La Biodiversidad
«No os creáis todo lo que escribo, que a mí me encanta el campo… rodeado de rascacielos. O sea, Central Park»
Elvira Lindo
Estoy espesa. Es que no he dormido demasiado bien estas noches por culpa de la biodiversidad. Cuando estoy a punto de caer en brazos de Morfeo, mi santo empieza su cacería de mosquitos (véase capítulo «El señor de las moscas»). Claro, eso ya me pone en un estado de cierta excitación, no precisamente sexual, que me impide volver a conseguir el momento alfa, y aun con todo, consigo volver a dormirme, pero es que en los últimos días un búho se me ha ido a colocar al lado de la ventana, y no es obsesión, pero hay veces que me parece que lo tenemos dentro de la misma habitación. Uh, Uh, Uh. Eso hace el tío durante dos o tres horas. Yo empiezo a dar vueltas por la cama, me subo y me bajo mi colchón con el mando (estoy con mi colchón que no meo), enciendo la luz a ver si la literatura me hace olvidar al pajarraco, pero lo único que consigo es que mi santo se despierte. Y yo, en el fondo, me alegro (alguna miseria tenía que tener yo), porque sufrir insomnio en soledad no va conmigo. Yo soy muy de pareja. Mi santo se despierta y me mira con ojos asombrados:
—Es que no me lo explico, vida mía, caes como una piedra en Madrid, donde no paramos de oír coches, pitidos y a los chicos de la consabida cultura del botellón, permitida por la derecha y aplaudida por la izquierda en una sociedad en la que nadie quiere adoptar una posición impopular de cara a la juventud, porque aquí todo el mundo quiere ser simpático, no vaya a ser que te tomen por reaccionario, porque ésa es otra, aquí discrepas un poco y ya te han tachado de…

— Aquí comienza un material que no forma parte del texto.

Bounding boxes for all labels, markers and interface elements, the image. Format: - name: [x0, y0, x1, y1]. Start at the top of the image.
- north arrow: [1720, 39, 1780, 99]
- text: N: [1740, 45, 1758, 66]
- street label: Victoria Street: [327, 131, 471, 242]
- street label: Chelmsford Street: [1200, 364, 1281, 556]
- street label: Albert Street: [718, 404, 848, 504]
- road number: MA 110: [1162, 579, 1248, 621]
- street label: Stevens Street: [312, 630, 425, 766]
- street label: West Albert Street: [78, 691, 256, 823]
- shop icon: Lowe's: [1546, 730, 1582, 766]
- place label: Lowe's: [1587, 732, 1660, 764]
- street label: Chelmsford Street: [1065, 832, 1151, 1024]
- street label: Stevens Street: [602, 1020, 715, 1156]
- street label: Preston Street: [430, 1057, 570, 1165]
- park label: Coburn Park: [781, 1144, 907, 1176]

—Mata a ese búho —le digo, por centrar un poco la conversación, porque son las dos de la madrugada y nos hemos ido del tema.
Apagamos la luz de nuevo y el canto del búho sigue dando por saco, insistente en mitad del silencio.
Pienso que lo bueno de la ciudad es que tú colocas un búho en mitad de la calle de Huertas un viernes por la noche y gracias a esa cultura del botellón y de la libertad de horarios de los bares que mi santo tanto denigra, ese búho es que pasa inadvertido. Aquí te hace literalmente polvo: como una gota de agua que te cayera en la frente. Ahora es mi santo el que se eleva el colchón hasta quedar casi sentado:
—Ya está, se me fue el sueño —dice.
—No, si la culpa la voy a tener yo, no me hagas sentirme culpable, porque tú sabes muy bien que es el búho el que te está jodiendo —le contesto.
Él se da la vuelta y me da la espalda, pero yo sigo hablando, porque sé que me escucha:
—Es que, como tú eres de pueblo, no comprendes mis raíces; es que yo soy de Moratalaz.
—Eso ya lo hemos oído muchas veces —me dice sin volverse.
—Me da igual, pues te lo vuelvo a decir: soy de Moratalaz, y mi habitación daba a la carretera de Valencia, y para mí el ruido de los coches me recuerda a mi infancia. Igual tú en tu pueblo te dormías con los búhos, pero yo me dormía con los coches, y para mí son como las olas del mar; vamos, mejor que las olas del mar, me atrevería a decir…
Mis palabras son siempre como un narcótico para mi santo: se duerme. Y pensando en esa infancia bucólica en Moratalaz al pie de la autopista, me quedo yo también dormida, pero por poco tiempo, porque con la primera luz, la biodiversidad vuelve al ataque: el búho se ha ido y ha sido sustituido por unos pajarillos que chillan como locos.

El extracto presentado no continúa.